- Aim of the exercise: Where does the word "SourceGraphic" appear in the data? Copy every line that holds it.

━━━ Data records

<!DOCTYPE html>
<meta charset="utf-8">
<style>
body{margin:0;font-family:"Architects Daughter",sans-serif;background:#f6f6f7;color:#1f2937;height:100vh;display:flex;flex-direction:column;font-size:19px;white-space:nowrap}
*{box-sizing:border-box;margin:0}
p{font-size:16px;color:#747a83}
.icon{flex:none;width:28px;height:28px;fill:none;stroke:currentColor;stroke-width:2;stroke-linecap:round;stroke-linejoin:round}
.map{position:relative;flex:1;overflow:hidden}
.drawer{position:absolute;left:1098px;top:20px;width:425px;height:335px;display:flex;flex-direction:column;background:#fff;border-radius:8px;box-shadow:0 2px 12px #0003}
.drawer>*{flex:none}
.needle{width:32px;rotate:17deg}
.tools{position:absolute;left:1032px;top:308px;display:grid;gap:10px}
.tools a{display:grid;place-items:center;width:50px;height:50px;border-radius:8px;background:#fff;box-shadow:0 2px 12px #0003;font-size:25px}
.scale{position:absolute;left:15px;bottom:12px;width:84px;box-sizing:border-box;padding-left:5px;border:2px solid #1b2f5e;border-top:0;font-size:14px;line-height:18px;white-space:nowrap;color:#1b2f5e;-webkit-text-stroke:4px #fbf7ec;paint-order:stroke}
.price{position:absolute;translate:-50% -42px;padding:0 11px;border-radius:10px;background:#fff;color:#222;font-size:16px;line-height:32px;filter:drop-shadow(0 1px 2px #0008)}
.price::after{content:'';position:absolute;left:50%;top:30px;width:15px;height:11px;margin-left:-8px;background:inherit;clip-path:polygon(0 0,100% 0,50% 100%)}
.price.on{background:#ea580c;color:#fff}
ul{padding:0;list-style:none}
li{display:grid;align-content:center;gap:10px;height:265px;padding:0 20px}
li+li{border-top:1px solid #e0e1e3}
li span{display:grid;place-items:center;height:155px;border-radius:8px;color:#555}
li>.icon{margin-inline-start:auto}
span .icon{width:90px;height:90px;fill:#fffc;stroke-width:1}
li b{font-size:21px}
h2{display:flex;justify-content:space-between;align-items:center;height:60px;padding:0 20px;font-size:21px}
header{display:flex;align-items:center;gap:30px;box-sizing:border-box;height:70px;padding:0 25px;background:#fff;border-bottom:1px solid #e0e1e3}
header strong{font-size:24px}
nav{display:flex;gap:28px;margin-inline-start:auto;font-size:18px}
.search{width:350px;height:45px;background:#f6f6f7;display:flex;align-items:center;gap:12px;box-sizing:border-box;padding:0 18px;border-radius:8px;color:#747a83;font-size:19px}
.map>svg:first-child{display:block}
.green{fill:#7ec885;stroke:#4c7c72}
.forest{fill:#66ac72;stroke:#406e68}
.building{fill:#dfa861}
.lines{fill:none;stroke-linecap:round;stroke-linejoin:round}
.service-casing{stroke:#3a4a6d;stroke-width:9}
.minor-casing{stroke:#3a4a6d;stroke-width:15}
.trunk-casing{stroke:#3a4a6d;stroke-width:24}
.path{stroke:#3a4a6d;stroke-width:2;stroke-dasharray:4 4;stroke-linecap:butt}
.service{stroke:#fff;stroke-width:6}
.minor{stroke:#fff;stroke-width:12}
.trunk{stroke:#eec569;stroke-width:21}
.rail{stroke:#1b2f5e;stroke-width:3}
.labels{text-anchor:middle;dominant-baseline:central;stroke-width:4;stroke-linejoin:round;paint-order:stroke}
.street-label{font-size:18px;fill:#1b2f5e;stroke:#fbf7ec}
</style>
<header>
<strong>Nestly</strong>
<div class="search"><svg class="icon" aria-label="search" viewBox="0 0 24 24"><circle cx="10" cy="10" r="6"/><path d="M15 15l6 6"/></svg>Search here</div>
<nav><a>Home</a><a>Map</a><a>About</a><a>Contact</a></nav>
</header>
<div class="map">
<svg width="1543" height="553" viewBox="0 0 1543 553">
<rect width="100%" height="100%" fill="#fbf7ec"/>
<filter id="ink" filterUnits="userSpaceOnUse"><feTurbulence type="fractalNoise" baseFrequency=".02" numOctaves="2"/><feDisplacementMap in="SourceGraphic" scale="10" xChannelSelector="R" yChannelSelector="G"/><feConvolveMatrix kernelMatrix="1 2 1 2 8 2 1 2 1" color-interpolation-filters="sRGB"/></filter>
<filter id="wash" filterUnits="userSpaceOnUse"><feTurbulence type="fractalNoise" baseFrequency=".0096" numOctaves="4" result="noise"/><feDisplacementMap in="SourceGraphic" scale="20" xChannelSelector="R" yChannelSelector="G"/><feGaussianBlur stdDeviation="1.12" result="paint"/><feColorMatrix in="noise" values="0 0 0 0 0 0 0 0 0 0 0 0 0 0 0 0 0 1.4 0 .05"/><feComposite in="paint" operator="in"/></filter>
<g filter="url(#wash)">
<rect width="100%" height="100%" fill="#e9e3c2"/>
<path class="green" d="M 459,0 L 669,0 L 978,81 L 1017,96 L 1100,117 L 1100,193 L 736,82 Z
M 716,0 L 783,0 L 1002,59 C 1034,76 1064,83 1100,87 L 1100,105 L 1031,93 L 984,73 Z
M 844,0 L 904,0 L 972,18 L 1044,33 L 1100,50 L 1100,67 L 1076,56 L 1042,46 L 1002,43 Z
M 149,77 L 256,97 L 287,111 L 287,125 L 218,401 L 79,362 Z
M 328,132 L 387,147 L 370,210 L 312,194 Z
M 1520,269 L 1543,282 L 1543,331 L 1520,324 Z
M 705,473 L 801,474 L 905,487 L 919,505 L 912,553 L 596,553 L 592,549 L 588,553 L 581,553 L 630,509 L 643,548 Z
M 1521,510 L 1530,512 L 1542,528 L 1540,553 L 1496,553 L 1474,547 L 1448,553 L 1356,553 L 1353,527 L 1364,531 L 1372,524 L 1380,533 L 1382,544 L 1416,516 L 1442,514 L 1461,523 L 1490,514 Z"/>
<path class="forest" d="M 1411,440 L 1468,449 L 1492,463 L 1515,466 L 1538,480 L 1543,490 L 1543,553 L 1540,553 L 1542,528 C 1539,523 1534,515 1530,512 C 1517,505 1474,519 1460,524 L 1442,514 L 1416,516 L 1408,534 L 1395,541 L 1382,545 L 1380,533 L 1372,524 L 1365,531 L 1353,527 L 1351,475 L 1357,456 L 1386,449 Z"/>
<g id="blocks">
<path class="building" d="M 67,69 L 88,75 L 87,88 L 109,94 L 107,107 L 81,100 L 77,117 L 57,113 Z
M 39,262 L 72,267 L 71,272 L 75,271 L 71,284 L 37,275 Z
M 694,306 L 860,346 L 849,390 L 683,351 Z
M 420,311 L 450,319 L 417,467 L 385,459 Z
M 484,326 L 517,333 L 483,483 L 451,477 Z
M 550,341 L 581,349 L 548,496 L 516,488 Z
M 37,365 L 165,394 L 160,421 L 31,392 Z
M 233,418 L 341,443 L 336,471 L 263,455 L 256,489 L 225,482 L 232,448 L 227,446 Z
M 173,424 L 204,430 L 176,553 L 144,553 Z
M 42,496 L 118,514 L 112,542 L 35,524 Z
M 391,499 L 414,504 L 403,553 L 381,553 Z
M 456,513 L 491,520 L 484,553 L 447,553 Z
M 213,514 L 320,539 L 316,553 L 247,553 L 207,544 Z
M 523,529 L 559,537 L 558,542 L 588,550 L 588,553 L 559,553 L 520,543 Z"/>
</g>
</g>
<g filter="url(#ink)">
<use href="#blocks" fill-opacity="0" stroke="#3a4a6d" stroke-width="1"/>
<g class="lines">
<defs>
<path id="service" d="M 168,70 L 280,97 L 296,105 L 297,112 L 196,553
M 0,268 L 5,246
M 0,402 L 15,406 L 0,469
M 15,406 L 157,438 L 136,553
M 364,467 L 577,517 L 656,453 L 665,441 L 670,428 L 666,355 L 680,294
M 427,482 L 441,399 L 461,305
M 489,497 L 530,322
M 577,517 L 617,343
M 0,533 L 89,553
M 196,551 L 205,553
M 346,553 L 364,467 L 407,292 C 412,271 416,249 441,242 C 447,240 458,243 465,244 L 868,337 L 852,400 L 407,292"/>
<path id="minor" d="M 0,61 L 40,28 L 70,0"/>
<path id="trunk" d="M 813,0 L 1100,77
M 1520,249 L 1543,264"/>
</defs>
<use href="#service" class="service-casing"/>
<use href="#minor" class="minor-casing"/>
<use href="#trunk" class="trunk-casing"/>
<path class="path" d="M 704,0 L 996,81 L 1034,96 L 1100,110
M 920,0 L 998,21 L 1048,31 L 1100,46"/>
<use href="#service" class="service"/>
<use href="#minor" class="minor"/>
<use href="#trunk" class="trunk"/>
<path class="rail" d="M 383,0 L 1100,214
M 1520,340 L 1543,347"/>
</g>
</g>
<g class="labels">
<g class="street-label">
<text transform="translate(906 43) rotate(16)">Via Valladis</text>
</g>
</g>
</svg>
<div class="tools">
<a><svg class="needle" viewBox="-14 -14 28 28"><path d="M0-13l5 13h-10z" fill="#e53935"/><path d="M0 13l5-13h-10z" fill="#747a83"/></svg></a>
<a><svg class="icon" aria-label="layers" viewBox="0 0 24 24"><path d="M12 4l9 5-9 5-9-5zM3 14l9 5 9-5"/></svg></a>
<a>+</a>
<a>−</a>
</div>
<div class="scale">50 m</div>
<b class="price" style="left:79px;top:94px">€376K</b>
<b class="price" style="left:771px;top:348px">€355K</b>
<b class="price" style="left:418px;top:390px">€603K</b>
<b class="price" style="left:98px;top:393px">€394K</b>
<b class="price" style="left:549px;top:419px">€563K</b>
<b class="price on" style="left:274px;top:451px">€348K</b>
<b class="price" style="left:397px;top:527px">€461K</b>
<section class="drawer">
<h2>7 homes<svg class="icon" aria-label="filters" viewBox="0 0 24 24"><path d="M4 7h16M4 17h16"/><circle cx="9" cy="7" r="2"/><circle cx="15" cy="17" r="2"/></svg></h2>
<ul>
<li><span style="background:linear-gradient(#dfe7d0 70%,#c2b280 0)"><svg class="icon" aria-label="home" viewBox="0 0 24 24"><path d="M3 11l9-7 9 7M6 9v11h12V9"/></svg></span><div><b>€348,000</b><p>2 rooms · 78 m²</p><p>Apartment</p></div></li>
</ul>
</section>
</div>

━━━━━━

- Task result:
<filter id="ink" filterUnits="userSpaceOnUse"><feTurbulence type="fractalNoise" baseFrequency=".02" numOctaves="2"/><feDisplacementMap in="SourceGraphic" scale="10" xChannelSelector="R" yChannelSelector="G"/><feConvolveMatrix kernelMatrix="1 2 1 2 8 2 1 2 1" color-interpolation-filters="sRGB"/></filter>
<filter id="wash" filterUnits="userSpaceOnUse"><feTurbulence type="fractalNoise" baseFrequency=".0096" numOctaves="4" result="noise"/><feDisplacementMap in="SourceGraphic" scale="20" xChannelSelector="R" yChannelSelector="G"/><feGaussianBlur stdDeviation="1.12" result="paint"/><feColorMatrix in="noise" values="0 0 0 0 0 0 0 0 0 0 0 0 0 0 0 0 0 1.4 0 .05"/><feComposite in="paint" operator="in"/></filter>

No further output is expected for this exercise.